• Exercise objective: For each line below that contains the word "controls", make a copy.

Segment Start: Data to examine

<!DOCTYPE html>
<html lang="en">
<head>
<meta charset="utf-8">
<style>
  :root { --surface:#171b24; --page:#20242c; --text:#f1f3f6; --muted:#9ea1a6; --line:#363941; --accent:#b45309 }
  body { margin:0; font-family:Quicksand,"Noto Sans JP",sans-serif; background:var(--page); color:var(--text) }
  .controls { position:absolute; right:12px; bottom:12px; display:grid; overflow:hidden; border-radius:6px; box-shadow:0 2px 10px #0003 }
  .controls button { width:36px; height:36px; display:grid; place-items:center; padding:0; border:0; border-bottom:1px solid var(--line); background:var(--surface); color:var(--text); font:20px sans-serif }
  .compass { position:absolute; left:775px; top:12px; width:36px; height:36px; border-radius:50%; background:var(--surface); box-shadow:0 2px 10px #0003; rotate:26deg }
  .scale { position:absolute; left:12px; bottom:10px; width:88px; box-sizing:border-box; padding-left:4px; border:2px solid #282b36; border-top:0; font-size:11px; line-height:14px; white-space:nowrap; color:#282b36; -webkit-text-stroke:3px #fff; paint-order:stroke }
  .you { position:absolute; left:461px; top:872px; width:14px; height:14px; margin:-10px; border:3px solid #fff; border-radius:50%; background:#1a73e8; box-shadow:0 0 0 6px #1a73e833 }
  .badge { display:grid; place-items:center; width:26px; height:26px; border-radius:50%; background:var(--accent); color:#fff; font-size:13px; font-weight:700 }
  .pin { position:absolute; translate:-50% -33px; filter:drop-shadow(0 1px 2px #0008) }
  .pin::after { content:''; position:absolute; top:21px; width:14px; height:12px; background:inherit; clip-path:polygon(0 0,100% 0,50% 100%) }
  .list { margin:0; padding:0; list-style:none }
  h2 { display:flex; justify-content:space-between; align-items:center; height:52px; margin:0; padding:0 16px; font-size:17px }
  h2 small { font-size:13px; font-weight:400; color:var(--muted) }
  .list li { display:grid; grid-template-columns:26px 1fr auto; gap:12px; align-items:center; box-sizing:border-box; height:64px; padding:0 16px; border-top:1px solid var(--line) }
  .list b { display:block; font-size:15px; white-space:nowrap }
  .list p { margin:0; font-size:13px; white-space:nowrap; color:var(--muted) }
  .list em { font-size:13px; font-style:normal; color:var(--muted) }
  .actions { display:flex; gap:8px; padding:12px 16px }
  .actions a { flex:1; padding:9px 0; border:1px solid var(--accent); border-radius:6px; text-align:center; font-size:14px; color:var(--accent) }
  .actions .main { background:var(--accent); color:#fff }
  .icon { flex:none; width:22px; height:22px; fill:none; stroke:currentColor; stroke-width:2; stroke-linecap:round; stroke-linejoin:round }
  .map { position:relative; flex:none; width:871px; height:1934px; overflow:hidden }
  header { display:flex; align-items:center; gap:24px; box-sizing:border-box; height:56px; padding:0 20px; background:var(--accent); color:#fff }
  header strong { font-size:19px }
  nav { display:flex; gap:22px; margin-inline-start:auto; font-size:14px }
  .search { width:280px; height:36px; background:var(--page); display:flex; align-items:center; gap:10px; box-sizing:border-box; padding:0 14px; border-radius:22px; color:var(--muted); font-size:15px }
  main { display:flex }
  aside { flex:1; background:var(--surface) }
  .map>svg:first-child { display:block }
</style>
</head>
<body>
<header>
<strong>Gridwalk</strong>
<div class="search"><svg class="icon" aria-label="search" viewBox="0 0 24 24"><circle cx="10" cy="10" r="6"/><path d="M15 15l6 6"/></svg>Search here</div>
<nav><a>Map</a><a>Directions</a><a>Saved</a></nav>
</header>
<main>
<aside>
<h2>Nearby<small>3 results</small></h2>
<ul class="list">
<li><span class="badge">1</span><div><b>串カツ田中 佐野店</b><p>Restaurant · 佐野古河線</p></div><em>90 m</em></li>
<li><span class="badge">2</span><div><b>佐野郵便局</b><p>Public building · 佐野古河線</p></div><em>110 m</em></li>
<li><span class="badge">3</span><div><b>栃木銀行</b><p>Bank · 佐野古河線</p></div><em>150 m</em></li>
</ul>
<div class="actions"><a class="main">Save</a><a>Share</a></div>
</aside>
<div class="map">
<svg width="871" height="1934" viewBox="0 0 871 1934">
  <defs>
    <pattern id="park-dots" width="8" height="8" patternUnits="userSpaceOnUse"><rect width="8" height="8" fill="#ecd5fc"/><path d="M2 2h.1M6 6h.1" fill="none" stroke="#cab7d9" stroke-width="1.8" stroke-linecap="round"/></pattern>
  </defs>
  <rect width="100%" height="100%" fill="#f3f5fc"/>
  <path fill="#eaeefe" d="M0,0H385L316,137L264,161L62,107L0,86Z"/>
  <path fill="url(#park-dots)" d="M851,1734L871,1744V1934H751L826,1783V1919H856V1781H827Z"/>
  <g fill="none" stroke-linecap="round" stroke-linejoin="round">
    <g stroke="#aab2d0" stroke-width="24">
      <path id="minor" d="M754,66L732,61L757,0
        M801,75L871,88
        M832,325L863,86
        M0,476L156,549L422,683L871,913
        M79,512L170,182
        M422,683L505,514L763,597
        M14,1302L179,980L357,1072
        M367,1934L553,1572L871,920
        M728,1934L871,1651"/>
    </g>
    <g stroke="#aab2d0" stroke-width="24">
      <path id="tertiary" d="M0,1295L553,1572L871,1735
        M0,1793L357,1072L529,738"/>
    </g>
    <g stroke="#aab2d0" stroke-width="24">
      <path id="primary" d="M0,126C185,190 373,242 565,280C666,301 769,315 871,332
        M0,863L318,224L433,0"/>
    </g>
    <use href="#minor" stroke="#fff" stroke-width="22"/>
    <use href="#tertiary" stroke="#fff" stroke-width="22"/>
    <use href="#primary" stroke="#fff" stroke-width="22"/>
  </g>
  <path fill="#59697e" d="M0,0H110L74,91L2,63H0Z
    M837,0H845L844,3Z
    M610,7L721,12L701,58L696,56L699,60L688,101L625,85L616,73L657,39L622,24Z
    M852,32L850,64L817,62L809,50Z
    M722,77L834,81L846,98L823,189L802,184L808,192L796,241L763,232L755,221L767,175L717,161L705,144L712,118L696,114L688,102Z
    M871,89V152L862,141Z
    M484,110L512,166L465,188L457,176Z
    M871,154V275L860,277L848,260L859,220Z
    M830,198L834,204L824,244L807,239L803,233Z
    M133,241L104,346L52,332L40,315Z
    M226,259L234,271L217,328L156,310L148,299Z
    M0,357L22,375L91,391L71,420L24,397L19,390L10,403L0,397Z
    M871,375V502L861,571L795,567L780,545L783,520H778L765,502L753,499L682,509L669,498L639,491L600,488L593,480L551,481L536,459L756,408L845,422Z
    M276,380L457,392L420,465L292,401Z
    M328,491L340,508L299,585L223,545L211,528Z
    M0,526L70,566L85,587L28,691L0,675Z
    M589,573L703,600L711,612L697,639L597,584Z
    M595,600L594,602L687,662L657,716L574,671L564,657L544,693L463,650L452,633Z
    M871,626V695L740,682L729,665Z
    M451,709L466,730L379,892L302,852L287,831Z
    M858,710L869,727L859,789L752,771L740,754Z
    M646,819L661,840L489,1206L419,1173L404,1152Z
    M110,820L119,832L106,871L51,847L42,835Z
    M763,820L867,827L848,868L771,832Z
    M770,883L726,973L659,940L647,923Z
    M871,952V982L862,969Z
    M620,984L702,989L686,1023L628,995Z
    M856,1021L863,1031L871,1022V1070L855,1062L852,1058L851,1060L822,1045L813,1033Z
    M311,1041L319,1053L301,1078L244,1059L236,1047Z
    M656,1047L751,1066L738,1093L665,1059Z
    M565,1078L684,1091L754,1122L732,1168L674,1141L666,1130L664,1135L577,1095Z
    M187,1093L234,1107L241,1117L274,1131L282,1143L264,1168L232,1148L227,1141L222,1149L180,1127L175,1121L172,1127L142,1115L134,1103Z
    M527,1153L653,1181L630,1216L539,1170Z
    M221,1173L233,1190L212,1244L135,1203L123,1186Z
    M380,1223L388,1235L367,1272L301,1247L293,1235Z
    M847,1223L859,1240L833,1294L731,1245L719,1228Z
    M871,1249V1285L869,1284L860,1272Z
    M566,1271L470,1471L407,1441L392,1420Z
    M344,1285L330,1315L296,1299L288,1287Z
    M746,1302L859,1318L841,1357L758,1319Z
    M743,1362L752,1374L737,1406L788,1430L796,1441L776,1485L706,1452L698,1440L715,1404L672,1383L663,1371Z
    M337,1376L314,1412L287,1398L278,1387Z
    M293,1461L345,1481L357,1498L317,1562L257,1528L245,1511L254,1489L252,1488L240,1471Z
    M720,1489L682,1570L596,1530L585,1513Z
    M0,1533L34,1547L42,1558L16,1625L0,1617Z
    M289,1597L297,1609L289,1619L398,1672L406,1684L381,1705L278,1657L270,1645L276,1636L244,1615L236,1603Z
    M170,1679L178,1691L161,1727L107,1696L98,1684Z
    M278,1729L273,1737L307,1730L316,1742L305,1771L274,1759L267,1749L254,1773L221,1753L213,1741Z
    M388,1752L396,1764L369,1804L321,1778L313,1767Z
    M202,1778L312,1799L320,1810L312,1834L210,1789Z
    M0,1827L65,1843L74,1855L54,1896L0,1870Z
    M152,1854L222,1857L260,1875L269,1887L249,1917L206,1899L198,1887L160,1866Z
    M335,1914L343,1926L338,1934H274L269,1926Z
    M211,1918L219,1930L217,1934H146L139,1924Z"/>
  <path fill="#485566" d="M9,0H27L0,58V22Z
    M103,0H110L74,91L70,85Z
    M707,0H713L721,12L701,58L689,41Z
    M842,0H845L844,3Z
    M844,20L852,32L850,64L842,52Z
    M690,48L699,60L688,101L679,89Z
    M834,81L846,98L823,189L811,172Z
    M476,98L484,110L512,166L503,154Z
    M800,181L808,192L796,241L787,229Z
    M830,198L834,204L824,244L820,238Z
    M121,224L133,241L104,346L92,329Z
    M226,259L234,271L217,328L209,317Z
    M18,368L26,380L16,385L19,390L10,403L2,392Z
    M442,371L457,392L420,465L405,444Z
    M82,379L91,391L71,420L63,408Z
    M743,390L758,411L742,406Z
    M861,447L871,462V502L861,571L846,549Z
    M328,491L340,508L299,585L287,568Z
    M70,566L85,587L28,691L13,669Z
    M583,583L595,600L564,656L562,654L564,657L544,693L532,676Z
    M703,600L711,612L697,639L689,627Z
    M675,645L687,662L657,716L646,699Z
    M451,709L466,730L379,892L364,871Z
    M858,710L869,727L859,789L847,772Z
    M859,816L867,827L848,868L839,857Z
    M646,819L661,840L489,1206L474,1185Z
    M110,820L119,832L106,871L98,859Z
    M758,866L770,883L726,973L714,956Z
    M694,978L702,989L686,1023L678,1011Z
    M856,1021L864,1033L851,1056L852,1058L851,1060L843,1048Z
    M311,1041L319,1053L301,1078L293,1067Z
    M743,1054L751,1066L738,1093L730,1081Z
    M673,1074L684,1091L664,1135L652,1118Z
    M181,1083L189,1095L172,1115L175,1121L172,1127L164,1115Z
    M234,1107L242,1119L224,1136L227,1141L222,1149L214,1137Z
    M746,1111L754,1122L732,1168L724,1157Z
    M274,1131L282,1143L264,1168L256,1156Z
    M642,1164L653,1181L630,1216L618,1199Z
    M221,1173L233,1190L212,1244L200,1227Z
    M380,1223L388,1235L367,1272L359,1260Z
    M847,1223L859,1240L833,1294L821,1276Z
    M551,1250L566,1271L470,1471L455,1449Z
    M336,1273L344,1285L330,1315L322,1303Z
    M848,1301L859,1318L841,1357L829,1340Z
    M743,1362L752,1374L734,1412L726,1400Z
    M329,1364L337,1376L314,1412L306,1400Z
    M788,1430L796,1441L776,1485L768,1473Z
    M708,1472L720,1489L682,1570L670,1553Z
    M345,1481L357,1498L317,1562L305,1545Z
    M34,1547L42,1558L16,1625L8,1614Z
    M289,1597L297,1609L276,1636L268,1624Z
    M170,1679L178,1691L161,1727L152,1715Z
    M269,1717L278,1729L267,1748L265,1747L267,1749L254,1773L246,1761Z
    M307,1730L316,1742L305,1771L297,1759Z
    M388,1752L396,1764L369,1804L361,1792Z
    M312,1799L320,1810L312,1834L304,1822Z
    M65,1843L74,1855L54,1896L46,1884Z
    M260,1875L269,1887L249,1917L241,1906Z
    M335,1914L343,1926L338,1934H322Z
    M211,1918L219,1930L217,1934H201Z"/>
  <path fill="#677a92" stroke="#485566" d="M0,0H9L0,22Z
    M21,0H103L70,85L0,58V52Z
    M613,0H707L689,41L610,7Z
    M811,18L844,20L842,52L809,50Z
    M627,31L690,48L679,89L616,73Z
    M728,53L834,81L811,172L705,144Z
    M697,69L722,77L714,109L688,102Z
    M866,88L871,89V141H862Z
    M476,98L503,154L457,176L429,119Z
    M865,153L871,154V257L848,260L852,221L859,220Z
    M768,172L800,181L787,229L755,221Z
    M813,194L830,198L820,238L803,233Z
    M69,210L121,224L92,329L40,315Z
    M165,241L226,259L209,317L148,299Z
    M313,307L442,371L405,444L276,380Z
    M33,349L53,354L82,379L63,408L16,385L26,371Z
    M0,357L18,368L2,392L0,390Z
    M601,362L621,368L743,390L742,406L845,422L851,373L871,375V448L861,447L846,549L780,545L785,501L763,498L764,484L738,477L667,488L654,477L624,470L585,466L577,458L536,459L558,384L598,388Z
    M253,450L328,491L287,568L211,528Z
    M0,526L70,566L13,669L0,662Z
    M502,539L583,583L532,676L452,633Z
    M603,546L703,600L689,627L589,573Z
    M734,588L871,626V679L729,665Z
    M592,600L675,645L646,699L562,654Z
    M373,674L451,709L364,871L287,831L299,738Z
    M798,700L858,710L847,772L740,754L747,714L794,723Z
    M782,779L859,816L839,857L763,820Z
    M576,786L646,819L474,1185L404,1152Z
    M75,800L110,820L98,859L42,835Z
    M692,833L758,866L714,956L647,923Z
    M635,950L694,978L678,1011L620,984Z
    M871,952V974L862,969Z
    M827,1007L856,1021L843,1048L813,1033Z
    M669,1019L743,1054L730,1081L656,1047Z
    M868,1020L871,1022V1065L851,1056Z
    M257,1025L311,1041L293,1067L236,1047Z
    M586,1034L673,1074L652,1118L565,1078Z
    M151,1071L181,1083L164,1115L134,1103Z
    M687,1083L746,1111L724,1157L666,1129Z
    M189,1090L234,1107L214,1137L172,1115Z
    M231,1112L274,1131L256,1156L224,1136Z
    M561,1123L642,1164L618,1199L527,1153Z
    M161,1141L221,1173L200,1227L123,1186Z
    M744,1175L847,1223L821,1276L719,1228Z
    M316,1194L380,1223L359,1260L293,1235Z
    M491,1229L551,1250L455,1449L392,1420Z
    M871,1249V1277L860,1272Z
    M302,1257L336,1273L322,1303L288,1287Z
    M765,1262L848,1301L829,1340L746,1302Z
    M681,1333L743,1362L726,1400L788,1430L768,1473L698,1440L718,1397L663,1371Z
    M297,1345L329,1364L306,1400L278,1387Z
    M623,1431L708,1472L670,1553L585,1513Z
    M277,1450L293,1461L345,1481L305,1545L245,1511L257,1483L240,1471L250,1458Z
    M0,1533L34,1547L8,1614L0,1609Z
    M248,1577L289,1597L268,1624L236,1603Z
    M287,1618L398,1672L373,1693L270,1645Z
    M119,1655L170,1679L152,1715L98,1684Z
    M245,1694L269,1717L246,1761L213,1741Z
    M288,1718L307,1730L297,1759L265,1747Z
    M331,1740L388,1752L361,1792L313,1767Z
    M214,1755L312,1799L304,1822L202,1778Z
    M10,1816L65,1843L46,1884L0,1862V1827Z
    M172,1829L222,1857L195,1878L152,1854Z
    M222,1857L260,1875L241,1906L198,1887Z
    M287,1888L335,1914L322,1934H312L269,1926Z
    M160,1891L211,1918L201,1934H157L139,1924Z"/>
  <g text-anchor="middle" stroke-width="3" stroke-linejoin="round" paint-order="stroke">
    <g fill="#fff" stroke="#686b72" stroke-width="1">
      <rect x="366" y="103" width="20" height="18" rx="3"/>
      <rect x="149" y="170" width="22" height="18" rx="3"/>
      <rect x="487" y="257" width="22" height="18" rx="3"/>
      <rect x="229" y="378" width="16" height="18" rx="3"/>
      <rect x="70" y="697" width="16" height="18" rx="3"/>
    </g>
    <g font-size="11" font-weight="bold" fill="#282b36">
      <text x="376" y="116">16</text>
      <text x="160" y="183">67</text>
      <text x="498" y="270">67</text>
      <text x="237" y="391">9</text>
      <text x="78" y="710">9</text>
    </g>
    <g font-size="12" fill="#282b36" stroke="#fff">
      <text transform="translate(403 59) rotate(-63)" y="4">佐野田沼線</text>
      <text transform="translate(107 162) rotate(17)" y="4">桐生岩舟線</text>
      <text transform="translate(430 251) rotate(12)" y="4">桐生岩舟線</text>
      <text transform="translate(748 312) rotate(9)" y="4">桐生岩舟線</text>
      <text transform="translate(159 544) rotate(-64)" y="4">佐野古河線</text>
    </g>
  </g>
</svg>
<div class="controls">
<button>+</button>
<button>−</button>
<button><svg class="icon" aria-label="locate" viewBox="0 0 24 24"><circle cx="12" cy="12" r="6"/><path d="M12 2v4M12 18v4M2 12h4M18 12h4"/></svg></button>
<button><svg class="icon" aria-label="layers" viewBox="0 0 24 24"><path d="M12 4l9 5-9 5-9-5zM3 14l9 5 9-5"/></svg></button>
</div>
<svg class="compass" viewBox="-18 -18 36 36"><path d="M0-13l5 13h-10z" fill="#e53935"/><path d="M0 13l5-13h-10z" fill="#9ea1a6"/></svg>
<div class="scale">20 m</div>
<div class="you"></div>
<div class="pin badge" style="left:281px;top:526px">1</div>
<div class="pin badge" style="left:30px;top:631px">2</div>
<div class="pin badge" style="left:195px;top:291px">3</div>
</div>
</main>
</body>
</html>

Segment End: Data to examine

• Response box:
  .controls { position:absolute; right:12px; bottom:12px; display:grid; overflow:hidden; border-radius:6px; box-shadow:0 2px 10px #0003 }
  .controls button { width:36px; height:36px; display:grid; place-items:center; padding:0; border:0; border-bottom:1px solid var(--line); background:var(--surface); color:var(--text); font:20px sans-serif }
<div class="controls">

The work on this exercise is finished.